▶ **EXERCISE DESCRIPTION**:
Copy out the lines of the records below, and only those lines, from the one with "Dump the readable content of the map as" through the one with "Quick job: Give", exactly as they appear.

▶ **DATA FOR THIS EXERCISE**:
--- START ---
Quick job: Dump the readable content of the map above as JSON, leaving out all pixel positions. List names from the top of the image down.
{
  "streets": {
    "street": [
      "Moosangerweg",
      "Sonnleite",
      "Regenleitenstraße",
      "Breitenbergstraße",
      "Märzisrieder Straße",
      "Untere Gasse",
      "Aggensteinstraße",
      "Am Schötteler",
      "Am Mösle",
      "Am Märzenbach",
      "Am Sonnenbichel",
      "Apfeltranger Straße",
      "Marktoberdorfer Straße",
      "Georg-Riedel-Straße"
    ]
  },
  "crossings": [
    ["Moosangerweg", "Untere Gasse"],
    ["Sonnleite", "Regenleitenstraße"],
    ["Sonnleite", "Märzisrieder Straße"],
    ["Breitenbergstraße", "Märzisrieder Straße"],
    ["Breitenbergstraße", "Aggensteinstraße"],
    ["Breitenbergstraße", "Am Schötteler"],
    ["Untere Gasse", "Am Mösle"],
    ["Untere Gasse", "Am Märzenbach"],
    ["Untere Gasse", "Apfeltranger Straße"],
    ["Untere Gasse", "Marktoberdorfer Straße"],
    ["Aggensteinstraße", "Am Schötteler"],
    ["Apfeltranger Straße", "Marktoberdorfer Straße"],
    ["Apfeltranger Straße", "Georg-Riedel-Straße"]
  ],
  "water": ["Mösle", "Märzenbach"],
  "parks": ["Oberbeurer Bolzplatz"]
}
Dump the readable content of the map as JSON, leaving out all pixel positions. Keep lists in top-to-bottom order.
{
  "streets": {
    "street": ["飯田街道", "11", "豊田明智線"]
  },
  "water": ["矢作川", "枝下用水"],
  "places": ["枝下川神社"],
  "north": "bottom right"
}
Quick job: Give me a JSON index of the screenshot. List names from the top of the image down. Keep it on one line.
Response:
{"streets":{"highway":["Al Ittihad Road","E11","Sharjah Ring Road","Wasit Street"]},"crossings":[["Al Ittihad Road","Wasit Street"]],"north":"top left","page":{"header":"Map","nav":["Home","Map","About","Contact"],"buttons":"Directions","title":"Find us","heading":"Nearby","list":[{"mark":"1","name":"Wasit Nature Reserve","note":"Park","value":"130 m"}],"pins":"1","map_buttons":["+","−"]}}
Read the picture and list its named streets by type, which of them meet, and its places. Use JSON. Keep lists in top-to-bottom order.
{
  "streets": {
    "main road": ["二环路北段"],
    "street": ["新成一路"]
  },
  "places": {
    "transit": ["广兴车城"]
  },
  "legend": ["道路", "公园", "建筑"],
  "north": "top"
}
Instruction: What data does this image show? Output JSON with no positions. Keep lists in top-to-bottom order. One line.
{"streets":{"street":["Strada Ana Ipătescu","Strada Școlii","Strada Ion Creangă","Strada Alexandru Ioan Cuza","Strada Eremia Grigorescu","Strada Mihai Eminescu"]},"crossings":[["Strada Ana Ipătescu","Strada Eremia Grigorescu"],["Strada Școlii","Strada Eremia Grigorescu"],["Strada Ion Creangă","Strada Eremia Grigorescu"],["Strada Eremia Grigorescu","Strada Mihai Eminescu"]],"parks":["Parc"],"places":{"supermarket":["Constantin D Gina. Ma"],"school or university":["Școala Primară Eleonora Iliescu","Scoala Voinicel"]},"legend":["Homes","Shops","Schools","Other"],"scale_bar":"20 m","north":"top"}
--- END ---
▶ **SOLUTION TO THIS TASK**:
Dump the readable content of the map as JSON, leaving out all pixel positions. Keep lists in top-to-bottom order.
{
  "streets": {
    "street": ["飯田街道", "11", "豊田明智線"]
  },
  "water": ["矢作川", "枝下用水"],
  "places": ["枝下川神社"],
  "north": "bottom right"
}
Quick job: Give me a JSON index of the screenshot. List names from the top of the image down. Keep it on one line.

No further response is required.